**WHAT THIS TASK INVOLVES:**
Look for the word "Dianética" in the entries below, then copy every line that has it.
<<<<
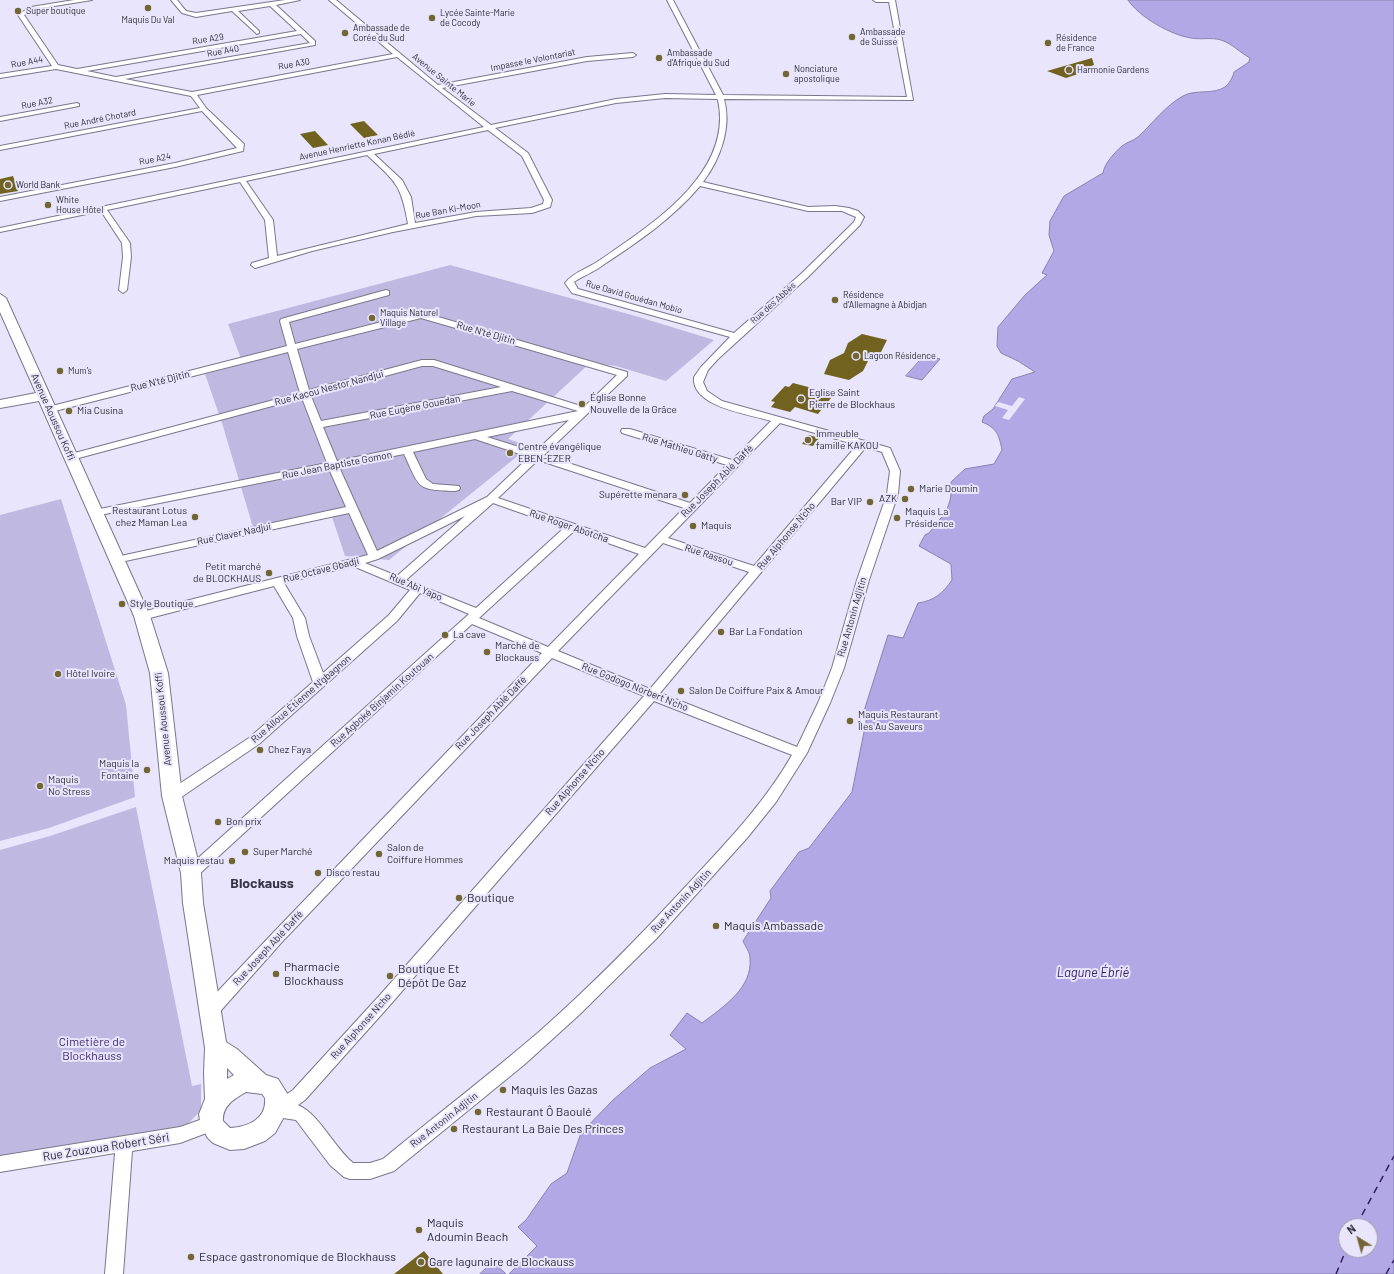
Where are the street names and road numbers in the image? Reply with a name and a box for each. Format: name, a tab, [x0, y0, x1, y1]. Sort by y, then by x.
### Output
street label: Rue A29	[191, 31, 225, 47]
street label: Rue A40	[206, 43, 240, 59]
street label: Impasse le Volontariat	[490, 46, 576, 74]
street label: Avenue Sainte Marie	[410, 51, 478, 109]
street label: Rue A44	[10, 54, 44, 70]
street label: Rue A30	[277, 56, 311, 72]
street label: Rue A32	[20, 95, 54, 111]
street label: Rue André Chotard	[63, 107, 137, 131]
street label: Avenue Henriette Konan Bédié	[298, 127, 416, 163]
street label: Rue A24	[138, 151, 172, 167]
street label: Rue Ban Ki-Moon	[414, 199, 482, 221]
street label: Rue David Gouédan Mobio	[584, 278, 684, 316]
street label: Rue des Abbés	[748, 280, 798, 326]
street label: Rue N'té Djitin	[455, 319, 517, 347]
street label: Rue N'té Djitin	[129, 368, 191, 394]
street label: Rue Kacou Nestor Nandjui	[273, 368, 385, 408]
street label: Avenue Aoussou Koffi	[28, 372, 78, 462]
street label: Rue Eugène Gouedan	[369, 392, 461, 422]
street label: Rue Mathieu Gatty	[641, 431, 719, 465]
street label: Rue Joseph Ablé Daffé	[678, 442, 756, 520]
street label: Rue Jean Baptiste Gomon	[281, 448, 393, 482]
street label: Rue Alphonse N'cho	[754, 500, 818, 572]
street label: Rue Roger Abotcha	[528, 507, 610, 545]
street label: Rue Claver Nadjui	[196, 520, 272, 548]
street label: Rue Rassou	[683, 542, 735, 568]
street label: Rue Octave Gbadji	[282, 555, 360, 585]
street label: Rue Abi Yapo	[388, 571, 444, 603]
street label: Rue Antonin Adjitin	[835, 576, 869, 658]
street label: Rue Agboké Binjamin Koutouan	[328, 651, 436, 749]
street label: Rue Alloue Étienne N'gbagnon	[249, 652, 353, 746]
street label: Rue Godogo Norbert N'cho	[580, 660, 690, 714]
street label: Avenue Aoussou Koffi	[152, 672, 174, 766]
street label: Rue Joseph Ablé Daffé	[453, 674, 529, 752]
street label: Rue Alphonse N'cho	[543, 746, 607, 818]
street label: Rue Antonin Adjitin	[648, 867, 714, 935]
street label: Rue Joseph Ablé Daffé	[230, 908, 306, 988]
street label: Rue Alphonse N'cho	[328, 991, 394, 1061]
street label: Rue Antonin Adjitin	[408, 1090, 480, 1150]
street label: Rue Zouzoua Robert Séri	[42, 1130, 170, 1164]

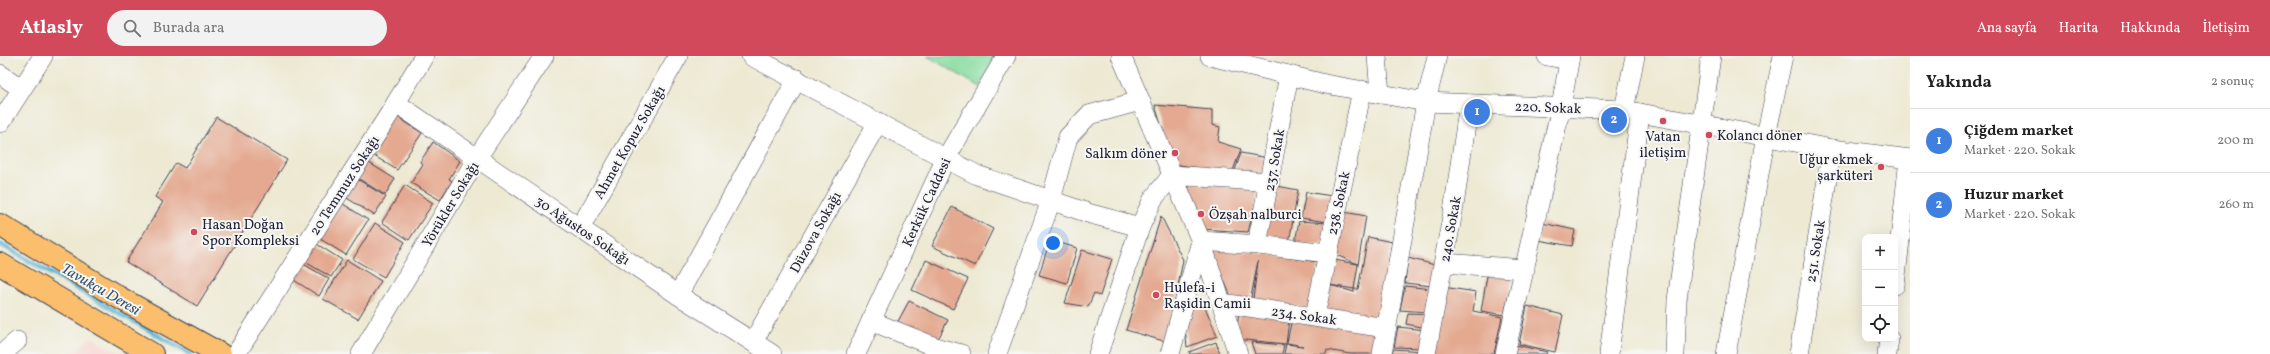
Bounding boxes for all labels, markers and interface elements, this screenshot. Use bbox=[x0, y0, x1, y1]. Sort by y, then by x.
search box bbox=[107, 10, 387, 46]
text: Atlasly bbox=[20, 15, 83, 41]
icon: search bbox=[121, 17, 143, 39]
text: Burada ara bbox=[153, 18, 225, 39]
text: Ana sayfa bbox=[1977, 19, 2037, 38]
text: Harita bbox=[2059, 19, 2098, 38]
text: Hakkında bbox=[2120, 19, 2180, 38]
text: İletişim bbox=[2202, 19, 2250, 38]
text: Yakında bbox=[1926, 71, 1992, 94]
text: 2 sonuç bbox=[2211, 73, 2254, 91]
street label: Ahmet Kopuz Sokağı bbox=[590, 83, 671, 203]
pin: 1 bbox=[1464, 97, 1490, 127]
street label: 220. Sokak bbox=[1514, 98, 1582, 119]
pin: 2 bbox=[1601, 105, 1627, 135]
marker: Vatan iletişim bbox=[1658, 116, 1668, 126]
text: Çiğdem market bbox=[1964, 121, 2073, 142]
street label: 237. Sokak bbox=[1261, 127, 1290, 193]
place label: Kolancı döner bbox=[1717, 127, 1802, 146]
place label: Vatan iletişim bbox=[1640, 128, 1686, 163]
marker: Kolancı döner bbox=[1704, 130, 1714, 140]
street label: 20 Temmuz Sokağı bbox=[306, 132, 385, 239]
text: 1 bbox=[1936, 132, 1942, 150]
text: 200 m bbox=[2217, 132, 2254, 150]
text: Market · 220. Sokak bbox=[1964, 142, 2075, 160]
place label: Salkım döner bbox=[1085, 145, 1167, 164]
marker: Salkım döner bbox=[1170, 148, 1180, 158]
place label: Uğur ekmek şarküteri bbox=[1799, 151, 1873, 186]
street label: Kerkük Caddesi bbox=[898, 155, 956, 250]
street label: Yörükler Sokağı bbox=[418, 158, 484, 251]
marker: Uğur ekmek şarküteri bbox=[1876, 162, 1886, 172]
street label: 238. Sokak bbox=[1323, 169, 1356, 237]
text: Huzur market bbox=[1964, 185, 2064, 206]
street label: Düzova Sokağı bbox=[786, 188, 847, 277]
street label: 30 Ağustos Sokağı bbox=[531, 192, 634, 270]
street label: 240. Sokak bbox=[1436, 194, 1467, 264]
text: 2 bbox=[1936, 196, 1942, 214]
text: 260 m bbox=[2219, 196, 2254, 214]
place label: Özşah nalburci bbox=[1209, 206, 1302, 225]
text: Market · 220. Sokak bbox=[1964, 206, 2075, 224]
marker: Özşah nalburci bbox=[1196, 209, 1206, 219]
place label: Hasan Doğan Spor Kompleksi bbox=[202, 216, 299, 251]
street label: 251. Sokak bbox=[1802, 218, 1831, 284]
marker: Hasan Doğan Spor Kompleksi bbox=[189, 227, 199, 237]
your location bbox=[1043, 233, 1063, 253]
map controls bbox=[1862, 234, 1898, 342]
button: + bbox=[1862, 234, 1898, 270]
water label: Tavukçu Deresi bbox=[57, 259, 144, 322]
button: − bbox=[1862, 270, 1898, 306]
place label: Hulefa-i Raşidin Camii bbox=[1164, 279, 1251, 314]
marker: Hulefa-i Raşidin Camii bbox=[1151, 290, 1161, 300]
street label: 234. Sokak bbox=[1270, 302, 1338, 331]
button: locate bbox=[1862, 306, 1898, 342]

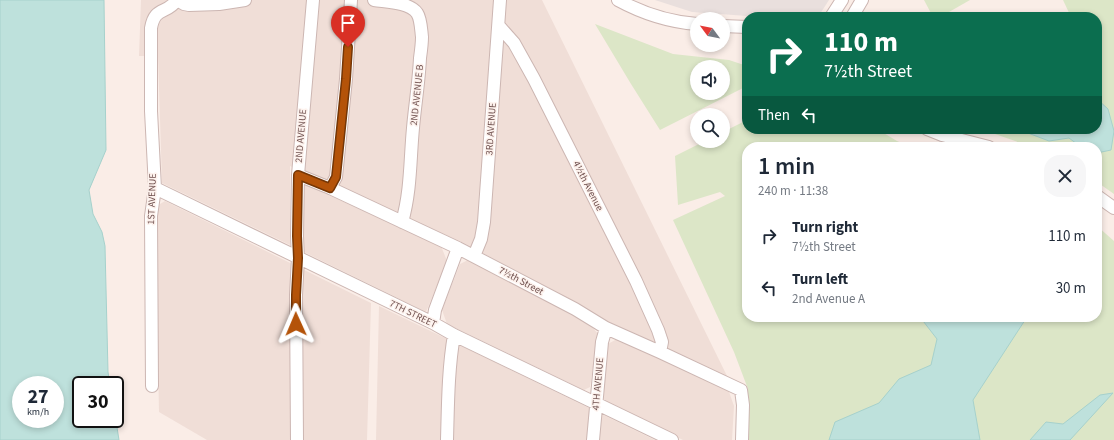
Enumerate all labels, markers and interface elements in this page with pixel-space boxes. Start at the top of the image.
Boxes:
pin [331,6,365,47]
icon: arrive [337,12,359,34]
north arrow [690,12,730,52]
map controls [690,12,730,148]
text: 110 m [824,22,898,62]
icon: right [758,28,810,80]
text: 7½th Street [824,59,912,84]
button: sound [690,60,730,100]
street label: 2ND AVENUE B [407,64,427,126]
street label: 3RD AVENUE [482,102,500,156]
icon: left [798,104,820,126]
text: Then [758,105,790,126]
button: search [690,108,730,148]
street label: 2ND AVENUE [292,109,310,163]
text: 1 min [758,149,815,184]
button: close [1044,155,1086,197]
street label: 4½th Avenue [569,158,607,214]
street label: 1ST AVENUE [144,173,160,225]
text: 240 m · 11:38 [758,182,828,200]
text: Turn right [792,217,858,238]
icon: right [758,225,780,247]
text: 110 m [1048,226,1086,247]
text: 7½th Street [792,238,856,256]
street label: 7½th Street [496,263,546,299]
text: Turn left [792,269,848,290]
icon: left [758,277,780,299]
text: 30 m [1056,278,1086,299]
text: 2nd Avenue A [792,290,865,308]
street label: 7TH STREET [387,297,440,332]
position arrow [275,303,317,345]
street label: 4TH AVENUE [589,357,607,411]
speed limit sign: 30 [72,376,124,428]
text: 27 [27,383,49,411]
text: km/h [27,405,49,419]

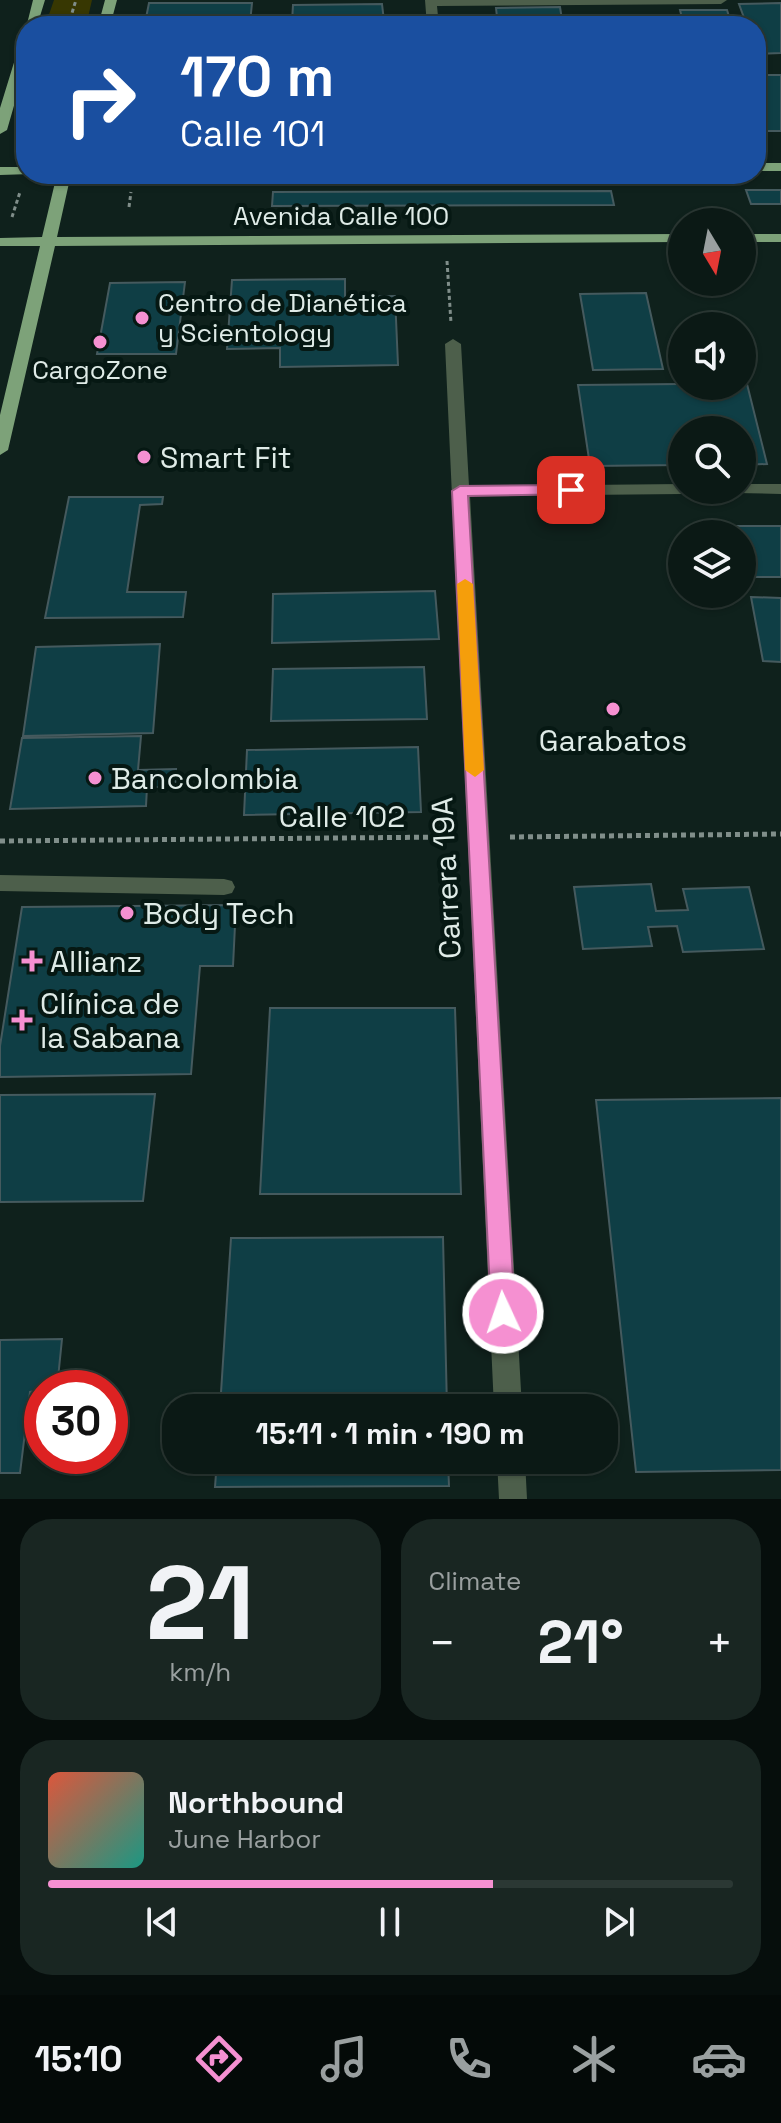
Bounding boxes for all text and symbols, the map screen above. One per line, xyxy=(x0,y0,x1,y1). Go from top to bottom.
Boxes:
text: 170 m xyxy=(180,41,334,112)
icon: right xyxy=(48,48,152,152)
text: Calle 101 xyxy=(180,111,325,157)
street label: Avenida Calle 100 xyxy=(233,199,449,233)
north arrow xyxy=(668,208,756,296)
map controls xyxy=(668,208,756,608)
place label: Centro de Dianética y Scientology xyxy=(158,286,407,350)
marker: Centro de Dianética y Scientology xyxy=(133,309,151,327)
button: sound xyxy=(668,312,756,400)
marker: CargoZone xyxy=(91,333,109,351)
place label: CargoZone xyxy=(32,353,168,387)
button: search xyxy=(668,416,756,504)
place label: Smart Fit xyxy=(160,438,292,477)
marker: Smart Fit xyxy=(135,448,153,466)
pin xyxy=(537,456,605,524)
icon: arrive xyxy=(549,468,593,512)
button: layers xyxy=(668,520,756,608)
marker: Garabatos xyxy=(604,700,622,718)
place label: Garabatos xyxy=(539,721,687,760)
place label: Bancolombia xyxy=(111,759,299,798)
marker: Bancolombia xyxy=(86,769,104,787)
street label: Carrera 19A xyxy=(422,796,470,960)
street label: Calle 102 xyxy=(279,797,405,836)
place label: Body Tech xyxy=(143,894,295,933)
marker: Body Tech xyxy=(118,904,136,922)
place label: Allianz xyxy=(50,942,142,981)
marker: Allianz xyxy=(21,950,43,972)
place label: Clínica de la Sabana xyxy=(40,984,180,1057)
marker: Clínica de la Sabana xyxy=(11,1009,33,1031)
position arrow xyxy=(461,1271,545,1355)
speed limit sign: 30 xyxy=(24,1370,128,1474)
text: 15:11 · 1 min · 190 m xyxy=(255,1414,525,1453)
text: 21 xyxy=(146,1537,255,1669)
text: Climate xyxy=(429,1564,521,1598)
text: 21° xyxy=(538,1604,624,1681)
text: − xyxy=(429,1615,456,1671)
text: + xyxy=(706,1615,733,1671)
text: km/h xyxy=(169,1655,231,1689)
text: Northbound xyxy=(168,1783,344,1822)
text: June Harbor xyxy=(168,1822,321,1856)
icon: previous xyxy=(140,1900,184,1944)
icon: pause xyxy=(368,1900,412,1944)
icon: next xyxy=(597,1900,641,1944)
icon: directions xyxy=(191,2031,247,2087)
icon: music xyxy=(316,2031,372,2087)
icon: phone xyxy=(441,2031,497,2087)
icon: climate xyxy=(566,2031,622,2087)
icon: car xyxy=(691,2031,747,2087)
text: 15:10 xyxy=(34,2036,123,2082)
>>>>
**ANSWER:**
place label: Centro de Dianética y Scientology xyxy=(158,286,407,350)
marker: Centro de Dianética y Scientology xyxy=(133,309,151,327)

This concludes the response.